For six of the eight days I spent at Southern Monastery, I observed silence. I did not speak. Those who know me in real life -- I'm a talkative extrovert -- may find that hard to believe. The silence was both easier than I thought would be, and harder.
I'm used to silence on the days I work at home. I never turn on a television set or a radio. I'm not someone who likes background music. So my house -- although it's crowded in the evenings and filled with live music on weekends -- is mostly silent during the day, when I'm writing or grading papers or reading. When I was in my room at the monastery, writing or reading, or taking walks around the grounds, or sitting in the church, the quiet seemed completely normal.
What felt strange was staying silent when I came into contact with people -- in the hallways, at meals, in the gardens. Especially the meals. It felt odd to sit at a table with other retreatants and exchange nothing more than a smile. At first, it caused me to eat incredibly fast. Talking is what normally slows me down. So I'd go to lunch, get a tray full of food, and be done in about five minutes flat. By the end of the week, the quiet in the dining room was beginning to feel normal, and I was able to relax and drink a cup of hot tea after my meal.

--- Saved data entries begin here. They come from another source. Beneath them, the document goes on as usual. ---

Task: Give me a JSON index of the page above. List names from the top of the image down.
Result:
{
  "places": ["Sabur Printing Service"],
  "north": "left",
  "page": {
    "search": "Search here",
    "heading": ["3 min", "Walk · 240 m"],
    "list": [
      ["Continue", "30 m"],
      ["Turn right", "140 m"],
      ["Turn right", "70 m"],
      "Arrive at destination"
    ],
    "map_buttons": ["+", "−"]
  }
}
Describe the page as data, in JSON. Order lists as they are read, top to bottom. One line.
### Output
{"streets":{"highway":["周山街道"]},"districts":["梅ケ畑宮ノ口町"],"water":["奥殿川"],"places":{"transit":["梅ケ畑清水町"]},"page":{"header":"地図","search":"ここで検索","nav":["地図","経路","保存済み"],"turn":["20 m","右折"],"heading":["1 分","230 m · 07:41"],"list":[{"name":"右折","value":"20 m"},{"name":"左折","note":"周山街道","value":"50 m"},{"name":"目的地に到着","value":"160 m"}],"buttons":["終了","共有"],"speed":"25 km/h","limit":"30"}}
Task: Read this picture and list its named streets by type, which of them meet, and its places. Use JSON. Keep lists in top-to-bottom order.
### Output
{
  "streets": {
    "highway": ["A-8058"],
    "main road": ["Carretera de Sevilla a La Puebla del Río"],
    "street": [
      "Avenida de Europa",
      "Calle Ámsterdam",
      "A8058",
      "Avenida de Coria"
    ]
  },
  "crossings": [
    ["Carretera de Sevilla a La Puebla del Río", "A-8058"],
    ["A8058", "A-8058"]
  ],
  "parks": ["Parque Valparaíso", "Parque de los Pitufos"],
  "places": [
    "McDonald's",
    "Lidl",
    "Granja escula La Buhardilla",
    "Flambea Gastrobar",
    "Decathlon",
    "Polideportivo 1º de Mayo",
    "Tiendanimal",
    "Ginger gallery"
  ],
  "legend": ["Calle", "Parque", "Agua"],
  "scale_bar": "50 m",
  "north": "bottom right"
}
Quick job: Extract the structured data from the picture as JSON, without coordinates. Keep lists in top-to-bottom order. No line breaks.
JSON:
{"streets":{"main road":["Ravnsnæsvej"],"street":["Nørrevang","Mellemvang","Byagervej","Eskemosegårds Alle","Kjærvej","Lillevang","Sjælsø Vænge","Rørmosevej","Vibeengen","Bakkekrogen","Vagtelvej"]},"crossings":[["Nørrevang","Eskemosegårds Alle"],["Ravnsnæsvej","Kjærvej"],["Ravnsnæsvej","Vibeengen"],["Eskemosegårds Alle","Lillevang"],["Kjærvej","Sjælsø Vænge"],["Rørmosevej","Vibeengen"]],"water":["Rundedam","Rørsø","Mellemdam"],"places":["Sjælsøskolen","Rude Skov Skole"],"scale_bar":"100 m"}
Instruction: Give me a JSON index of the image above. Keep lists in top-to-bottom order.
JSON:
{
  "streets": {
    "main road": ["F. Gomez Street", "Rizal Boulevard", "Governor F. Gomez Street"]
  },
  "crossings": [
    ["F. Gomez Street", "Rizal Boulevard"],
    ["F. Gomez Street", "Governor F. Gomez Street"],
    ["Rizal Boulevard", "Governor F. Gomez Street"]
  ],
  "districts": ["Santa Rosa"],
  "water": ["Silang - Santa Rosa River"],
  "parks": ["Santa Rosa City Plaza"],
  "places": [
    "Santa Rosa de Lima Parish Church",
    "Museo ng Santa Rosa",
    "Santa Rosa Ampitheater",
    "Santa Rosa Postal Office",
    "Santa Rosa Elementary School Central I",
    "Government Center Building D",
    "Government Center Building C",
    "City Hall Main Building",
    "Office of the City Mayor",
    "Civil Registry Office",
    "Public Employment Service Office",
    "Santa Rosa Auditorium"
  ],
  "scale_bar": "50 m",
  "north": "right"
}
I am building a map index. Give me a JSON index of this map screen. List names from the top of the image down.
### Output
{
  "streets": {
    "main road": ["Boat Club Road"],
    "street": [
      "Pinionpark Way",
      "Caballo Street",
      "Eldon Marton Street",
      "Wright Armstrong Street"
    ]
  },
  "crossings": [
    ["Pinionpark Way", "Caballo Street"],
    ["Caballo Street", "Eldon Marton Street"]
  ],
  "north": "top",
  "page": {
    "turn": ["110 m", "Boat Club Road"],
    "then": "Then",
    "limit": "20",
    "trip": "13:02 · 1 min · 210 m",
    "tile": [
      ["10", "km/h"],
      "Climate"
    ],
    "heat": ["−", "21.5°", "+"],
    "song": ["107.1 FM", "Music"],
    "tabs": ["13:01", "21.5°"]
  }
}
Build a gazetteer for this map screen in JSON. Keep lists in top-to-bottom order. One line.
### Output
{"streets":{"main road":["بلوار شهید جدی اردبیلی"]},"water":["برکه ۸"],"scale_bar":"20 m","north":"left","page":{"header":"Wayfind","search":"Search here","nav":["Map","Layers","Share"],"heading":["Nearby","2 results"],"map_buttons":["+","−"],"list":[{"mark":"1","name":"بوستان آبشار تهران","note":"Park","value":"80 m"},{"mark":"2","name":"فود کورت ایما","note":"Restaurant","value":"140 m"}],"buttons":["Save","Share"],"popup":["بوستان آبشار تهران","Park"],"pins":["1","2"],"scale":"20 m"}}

Most of the retreatants looked down at their plates when they were eating, and I had the distinct feeling, as I'd gaze around the room, that I was the lone extrovert in a sea of introverts. Or perhaps they were all thinking deep thoughts.
Silence meant that my thoughts were not interrupted. I can remember the days of trying to write in a houseful of small children, and being at a monastery was the opposite of that. Even meals or snacks or walks didn't break my concentration. I've never been able to focus so intently on my writing. I was meditating three times each day, and going to some of the services in the church, but in the silence, I was able to move from meditation to writing to prayer and back again without any distractions. It's hard to describe the intensity of spending so much time with myself, with no one else to take care of.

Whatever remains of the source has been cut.